My rating: 4 of 5 stars
I was given an ARC of Broken Moon by Sarah Beth Moore in exchange for an honest review, and I am so glad I accepted.
This book was 347 pages of nonstop intrigue!
Looking at the page count after receiving the file, it felt a bit daunting. But, once my eyes drifted past the last word I wanted more, no, I needed more.
We meet Naiya, an adopted orphan who lives in a city secured behind fifty-foot walls. Naiya and her adoptive brother Enoch are approached late one night by their older sister Amy who does not entirely seem like she is their sister. She rambles out a few words before plummeting to her death by walking off the edge of an airstrip.
When Naiya insists that she and Enoch follow the body of their not-sister after it is taken by the Home Guard, monstrous mutated humans who serve as enforcement in their City, they find themselves entangled in a conspiracy of stolen babies, missing and duplicated people, an entanglement that reaches deep into Naiya’s unknown past.
Enoch’s father and Naiya’s adoptive Papa send them and their younger brother Pip on a journey to uncover the true power of Naiya’s surname, the hidden history of the City and the Party officials, and the heinous experiments that are carried out on the citizens trapped within the walls of the City.
Moore’s storytelling was marvelous.
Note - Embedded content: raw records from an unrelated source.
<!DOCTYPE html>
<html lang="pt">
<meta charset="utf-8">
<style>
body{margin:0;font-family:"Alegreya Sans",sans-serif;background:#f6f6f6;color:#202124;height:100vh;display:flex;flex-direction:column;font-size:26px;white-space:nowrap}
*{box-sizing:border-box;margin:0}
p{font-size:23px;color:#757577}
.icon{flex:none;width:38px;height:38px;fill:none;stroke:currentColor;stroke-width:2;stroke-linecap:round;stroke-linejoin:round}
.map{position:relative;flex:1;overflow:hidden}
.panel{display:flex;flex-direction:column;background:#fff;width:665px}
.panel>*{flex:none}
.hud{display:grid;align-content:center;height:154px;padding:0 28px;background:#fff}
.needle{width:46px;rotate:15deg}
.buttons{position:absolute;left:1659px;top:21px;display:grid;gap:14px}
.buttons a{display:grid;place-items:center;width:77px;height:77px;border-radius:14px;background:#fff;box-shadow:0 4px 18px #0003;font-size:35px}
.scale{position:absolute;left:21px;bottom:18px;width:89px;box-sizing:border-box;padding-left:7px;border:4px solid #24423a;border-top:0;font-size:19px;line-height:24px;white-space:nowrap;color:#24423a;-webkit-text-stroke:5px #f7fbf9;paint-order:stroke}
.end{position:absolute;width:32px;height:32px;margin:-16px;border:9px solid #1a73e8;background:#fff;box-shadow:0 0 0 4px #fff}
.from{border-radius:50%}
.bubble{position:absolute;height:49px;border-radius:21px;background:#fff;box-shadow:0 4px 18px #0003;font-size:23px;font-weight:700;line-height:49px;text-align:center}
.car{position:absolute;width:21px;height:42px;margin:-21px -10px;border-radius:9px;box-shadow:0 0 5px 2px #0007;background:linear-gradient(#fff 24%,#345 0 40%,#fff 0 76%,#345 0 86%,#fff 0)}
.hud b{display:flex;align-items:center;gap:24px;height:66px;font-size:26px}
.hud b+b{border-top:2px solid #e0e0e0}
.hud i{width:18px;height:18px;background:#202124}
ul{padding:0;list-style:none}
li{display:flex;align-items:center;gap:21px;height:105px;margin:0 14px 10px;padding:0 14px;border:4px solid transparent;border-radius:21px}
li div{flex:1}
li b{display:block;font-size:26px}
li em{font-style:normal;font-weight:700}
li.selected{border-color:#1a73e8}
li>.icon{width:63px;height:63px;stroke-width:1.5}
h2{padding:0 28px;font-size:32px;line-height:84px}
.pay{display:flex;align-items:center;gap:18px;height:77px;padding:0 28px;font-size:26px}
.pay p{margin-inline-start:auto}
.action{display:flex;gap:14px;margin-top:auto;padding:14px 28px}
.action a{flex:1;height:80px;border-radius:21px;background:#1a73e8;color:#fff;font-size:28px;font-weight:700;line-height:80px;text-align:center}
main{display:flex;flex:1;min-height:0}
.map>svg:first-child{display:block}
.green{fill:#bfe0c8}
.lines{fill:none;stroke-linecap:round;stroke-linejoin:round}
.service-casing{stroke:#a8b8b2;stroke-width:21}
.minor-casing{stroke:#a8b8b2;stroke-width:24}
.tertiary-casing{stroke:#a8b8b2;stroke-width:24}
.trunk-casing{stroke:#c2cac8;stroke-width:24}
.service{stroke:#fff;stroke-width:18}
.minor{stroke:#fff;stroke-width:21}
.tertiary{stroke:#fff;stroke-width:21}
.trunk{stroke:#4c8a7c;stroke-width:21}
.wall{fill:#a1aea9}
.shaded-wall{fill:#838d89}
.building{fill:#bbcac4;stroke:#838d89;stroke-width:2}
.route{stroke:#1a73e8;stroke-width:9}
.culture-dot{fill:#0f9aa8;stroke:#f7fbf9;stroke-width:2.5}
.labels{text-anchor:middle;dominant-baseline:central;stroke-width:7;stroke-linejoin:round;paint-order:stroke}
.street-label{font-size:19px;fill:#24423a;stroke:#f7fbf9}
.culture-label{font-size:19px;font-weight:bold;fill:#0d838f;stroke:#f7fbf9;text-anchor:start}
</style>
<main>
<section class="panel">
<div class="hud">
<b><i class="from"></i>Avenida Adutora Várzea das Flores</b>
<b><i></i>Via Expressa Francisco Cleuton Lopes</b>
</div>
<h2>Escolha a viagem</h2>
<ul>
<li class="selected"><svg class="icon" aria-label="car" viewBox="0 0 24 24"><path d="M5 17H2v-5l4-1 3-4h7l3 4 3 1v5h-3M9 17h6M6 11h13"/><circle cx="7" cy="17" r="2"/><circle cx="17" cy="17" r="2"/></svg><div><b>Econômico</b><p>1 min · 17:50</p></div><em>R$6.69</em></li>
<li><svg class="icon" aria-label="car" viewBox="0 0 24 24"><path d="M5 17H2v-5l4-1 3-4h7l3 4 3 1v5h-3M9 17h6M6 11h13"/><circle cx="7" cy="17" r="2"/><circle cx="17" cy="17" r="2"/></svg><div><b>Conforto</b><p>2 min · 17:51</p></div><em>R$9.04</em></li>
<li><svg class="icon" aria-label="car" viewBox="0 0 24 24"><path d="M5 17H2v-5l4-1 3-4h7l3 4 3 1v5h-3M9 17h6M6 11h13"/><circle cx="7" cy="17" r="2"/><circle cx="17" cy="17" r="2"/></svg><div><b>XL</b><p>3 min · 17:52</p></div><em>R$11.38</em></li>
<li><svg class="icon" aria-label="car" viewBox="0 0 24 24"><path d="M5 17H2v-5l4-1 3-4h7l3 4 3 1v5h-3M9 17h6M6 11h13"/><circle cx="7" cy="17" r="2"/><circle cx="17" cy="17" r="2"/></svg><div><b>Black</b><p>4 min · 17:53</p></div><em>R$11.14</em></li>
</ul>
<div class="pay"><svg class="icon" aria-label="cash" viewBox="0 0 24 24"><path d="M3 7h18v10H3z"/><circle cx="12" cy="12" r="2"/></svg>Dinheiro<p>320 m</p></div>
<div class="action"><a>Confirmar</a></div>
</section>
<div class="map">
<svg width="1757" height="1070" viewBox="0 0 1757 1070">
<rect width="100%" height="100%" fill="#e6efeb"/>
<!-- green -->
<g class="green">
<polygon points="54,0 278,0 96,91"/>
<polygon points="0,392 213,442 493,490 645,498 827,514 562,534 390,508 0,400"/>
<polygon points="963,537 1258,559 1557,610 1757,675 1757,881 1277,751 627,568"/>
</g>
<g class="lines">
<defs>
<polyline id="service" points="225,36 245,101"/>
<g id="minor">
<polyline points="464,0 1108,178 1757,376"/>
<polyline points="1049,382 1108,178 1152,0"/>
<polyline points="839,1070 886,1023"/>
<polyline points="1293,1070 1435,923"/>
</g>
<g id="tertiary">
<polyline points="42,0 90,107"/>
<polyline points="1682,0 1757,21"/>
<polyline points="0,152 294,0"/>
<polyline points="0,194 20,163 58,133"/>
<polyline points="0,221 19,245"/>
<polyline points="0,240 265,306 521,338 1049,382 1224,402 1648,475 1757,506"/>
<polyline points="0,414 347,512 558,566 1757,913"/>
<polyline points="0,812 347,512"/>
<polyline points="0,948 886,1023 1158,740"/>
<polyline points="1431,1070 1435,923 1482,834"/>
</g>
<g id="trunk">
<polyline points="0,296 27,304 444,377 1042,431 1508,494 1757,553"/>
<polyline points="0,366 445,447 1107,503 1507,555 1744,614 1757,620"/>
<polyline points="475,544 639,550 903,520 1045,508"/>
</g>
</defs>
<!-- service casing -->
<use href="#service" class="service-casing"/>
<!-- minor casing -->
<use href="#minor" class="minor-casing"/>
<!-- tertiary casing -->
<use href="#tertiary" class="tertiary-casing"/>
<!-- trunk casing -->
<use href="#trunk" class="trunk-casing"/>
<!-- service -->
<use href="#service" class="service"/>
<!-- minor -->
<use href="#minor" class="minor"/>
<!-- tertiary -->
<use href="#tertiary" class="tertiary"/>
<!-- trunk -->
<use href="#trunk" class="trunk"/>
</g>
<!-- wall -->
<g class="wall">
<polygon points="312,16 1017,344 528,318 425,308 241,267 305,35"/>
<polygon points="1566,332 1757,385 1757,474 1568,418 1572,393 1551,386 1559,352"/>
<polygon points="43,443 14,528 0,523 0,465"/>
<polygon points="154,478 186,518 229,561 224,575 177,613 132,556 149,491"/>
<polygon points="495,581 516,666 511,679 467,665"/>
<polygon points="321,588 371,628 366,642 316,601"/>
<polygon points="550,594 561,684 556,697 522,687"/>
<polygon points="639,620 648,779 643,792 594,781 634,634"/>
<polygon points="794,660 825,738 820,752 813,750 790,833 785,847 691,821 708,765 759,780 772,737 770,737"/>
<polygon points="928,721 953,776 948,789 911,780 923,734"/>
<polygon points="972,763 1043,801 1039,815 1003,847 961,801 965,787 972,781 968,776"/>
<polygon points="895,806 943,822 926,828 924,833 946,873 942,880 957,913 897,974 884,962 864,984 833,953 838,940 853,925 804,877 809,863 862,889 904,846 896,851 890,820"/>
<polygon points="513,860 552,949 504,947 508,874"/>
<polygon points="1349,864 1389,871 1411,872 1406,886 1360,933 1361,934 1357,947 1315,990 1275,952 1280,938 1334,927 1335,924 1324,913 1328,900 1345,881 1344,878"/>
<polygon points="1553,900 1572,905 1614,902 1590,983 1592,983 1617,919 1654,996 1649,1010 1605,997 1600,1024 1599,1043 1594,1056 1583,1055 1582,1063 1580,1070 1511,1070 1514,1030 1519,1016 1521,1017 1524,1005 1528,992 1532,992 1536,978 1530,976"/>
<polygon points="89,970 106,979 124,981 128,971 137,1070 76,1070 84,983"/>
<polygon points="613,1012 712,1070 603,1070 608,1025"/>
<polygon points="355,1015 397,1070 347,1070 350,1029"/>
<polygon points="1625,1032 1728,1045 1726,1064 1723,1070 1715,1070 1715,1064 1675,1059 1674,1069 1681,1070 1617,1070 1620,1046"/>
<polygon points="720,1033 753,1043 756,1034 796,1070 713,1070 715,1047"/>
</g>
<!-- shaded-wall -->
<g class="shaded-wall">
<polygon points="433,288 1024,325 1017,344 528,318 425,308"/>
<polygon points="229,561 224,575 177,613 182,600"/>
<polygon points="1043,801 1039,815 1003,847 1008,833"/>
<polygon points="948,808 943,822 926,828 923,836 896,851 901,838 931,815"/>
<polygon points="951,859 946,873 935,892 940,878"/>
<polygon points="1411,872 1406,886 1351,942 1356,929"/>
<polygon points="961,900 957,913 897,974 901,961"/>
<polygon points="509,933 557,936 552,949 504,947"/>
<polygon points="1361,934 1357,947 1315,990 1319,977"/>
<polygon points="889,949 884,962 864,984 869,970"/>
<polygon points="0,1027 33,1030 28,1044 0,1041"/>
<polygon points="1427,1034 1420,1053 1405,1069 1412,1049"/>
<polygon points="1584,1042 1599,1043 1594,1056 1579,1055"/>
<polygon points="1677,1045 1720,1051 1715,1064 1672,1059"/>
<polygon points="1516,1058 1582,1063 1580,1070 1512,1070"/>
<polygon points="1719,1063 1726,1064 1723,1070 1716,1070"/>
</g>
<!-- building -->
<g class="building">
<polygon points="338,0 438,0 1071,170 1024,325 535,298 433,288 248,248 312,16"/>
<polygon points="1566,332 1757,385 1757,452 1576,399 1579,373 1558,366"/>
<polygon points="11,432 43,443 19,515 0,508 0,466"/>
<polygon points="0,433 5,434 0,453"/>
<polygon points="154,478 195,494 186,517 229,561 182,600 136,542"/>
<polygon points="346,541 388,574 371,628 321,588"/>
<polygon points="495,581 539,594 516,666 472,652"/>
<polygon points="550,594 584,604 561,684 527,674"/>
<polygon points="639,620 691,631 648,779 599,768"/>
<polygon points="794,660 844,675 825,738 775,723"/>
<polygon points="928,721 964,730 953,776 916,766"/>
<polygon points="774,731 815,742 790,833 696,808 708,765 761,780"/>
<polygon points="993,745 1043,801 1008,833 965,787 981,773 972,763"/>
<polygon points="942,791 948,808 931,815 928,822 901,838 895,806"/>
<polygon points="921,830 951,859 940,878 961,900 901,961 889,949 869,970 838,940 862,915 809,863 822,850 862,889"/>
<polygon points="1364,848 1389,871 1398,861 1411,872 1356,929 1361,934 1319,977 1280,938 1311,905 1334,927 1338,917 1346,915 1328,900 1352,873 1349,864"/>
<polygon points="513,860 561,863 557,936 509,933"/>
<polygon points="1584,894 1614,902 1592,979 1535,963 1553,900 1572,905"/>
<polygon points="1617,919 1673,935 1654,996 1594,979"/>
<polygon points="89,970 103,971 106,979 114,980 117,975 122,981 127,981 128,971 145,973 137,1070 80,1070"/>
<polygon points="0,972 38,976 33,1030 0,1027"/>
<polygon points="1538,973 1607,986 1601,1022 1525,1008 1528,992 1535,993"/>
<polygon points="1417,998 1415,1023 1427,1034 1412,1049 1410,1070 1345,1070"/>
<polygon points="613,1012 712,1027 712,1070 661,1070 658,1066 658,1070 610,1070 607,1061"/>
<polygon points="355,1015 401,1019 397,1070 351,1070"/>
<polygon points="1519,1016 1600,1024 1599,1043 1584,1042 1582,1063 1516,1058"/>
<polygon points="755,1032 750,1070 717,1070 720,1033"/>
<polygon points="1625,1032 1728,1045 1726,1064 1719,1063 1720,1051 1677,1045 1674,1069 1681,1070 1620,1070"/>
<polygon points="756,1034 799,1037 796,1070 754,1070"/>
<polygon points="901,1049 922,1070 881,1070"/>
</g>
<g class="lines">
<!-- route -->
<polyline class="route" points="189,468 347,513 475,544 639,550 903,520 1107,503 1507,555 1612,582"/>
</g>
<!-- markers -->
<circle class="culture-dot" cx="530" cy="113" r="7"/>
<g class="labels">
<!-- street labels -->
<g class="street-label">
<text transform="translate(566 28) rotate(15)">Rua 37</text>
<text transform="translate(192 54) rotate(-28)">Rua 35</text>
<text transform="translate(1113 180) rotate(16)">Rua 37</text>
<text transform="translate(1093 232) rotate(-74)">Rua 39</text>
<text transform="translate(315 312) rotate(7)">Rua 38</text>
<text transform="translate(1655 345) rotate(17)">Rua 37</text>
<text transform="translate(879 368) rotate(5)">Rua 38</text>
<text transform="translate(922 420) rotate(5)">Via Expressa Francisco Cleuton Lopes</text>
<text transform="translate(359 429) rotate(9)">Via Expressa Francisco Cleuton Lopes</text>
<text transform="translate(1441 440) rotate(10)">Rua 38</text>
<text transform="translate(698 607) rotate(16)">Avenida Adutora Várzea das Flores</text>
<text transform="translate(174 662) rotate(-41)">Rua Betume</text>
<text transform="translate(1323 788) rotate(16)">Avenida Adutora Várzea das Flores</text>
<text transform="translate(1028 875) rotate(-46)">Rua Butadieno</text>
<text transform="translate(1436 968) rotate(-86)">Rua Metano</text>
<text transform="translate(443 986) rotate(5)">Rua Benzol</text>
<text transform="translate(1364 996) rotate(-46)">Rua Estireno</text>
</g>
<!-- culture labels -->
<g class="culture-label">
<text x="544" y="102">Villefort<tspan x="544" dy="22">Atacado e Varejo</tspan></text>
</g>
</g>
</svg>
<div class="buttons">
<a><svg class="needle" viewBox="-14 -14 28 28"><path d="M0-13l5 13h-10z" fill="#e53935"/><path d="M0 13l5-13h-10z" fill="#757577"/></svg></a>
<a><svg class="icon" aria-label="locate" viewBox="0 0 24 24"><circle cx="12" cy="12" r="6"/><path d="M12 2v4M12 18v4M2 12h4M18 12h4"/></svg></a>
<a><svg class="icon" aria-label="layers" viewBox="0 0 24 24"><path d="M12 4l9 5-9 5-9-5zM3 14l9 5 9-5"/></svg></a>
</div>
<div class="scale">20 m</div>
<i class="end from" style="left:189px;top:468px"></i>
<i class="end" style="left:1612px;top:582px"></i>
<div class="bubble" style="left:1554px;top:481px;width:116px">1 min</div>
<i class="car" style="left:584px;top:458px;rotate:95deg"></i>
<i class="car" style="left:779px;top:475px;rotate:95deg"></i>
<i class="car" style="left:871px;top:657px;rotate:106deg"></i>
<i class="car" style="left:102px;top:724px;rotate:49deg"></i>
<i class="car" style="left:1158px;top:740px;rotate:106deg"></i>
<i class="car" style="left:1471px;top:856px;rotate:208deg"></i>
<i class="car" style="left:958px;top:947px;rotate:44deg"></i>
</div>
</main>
The action was so evenly paced, and every moment, every word was used to pull me along. Whenever the suspense slowed, it was an opportunity to reveal truths, character development, and plot twists. Her world building felt effortless and believable.
And that tension between Naiya and Enoch! Come on, it can’t be that wrong for her to fall for him, right? Their interactions are done so well. They are a strong team that on the surface feels like the ultimate brother-sister bond, but underlying is a powerhouse of feels that I wanted to see let loose.
The first in any series is always the build-up for the rest, and can seem incomplete at the end, but not Broken Moon. Moore wrapped up loose ends while simultaneously paving the way for more questions and intrigue.
This was a fantastic first volume to her series.
I will say, I had two minor issues with the story.
First, the intro was mainly telling. Which I understand, because the plot starts moving almost immediately that we needed this information to understand why and how things work. However, at the very beginning, I found myself hoping the entire book was not like that.
Second, the secret history of Naiya’s ancestors and their purpose to the story was a bit lost on me. I understood what it was, but the explanation did not feel thorough enough. Not that I was not able to understand as I continued to read, but I think it could have been rounded out a bit better.
Overall, this was a great read. Fun, fast-paced. Lots of questions and great characters. Look forward to her next installment. If you like YA dystopian, pick up her book. You won’t be sorry.